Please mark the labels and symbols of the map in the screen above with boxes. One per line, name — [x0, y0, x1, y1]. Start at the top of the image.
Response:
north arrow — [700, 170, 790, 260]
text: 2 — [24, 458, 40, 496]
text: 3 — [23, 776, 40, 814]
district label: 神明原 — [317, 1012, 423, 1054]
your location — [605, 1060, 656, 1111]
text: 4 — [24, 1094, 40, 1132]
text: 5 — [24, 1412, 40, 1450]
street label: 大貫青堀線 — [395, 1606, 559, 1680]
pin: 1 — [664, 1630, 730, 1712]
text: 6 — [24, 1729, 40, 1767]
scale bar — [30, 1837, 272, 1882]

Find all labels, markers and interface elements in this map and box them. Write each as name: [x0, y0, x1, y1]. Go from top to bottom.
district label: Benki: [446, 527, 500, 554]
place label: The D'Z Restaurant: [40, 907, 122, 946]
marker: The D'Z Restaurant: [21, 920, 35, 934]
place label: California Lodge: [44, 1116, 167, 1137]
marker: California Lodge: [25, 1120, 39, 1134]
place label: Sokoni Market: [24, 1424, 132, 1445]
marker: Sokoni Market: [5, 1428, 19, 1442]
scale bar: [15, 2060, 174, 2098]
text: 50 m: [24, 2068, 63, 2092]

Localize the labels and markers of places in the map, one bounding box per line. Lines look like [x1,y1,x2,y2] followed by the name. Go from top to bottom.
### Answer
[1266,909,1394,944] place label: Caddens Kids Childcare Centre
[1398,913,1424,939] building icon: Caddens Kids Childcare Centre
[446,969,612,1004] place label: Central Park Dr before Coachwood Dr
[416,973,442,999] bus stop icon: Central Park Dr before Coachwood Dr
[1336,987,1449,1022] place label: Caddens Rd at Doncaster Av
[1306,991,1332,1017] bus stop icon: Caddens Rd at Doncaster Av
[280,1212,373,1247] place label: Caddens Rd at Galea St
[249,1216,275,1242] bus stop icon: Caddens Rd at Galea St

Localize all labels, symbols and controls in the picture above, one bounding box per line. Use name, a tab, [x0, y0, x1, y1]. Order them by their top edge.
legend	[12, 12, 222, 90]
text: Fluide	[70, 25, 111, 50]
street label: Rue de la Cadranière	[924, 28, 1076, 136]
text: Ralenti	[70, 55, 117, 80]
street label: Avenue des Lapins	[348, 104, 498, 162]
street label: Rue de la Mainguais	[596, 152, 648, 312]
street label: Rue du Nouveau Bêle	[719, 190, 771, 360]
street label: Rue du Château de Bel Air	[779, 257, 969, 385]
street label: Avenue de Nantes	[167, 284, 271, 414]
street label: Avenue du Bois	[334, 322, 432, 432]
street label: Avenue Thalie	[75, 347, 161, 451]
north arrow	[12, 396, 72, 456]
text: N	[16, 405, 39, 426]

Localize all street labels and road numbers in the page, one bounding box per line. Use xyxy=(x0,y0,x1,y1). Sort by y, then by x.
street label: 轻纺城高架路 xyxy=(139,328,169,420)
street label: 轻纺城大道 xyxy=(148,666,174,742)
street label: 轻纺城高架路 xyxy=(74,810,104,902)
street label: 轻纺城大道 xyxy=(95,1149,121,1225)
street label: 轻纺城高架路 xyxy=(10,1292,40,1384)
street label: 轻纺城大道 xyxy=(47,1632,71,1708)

__EXERCISE__:
The full set of entries above needs to be restated word for word.

__OUTPUT FOR THIS TASK__:
Please mark the labels and symbols of the map in the screen above with boxes. One per line, name — [x0, y0, x1, y1]. Start at the top of the image.
Response:
north arrow — [700, 170, 790, 260]
text: 2 — [24, 458, 40, 496]
text: 3 — [23, 776, 40, 814]
district label: 神明原 — [317, 1012, 423, 1054]
your location — [605, 1060, 656, 1111]
text: 4 — [24, 1094, 40, 1132]
text: 5 — [24, 1412, 40, 1450]
street label: 大貫青堀線 — [395, 1606, 559, 1680]
pin: 1 — [664, 1630, 730, 1712]
text: 6 — [24, 1729, 40, 1767]
scale bar — [30, 1837, 272, 1882]

Find all labels, markers and interface elements in this map and box them. Write each as name: [x0, y0, x1, y1]. Go from top to bottom.
district label: Benki: [446, 527, 500, 554]
place label: The D'Z Restaurant: [40, 907, 122, 946]
marker: The D'Z Restaurant: [21, 920, 35, 934]
place label: California Lodge: [44, 1116, 167, 1137]
marker: California Lodge: [25, 1120, 39, 1134]
place label: Sokoni Market: [24, 1424, 132, 1445]
marker: Sokoni Market: [5, 1428, 19, 1442]
scale bar: [15, 2060, 174, 2098]
text: 50 m: [24, 2068, 63, 2092]

Localize the labels and markers of places in the map, one bounding box per line. Lines look like [x1,y1,x2,y2] followed by the name. Go from top to bottom.
### Answer
[1266,909,1394,944] place label: Caddens Kids Childcare Centre
[1398,913,1424,939] building icon: Caddens Kids Childcare Centre
[446,969,612,1004] place label: Central Park Dr before Coachwood Dr
[416,973,442,999] bus stop icon: Central Park Dr before Coachwood Dr
[1336,987,1449,1022] place label: Caddens Rd at Doncaster Av
[1306,991,1332,1017] bus stop icon: Caddens Rd at Doncaster Av
[280,1212,373,1247] place label: Caddens Rd at Galea St
[249,1216,275,1242] bus stop icon: Caddens Rd at Galea St

Localize all labels, symbols and controls in the picture above, one bounding box per line. Use name, a tab, [x0, y0, x1, y1]. Order them by their top edge.
legend	[12, 12, 222, 90]
text: Fluide	[70, 25, 111, 50]
street label: Rue de la Cadranière	[924, 28, 1076, 136]
text: Ralenti	[70, 55, 117, 80]
street label: Avenue des Lapins	[348, 104, 498, 162]
street label: Rue de la Mainguais	[596, 152, 648, 312]
street label: Rue du Nouveau Bêle	[719, 190, 771, 360]
street label: Rue du Château de Bel Air	[779, 257, 969, 385]
street label: Avenue de Nantes	[167, 284, 271, 414]
street label: Avenue du Bois	[334, 322, 432, 432]
street label: Avenue Thalie	[75, 347, 161, 451]
north arrow	[12, 396, 72, 456]
text: N	[16, 405, 39, 426]

Localize all street labels and road numbers in the page, one bounding box per line. Use xyxy=(x0,y0,x1,y1). Sort by y, then by x.
street label: 轻纺城高架路 xyxy=(139,328,169,420)
street label: 轻纺城大道 xyxy=(148,666,174,742)
street label: 轻纺城高架路 xyxy=(74,810,104,902)
street label: 轻纺城大道 xyxy=(95,1149,121,1225)
street label: 轻纺城高架路 xyxy=(10,1292,40,1384)
street label: 轻纺城大道 xyxy=(47,1632,71,1708)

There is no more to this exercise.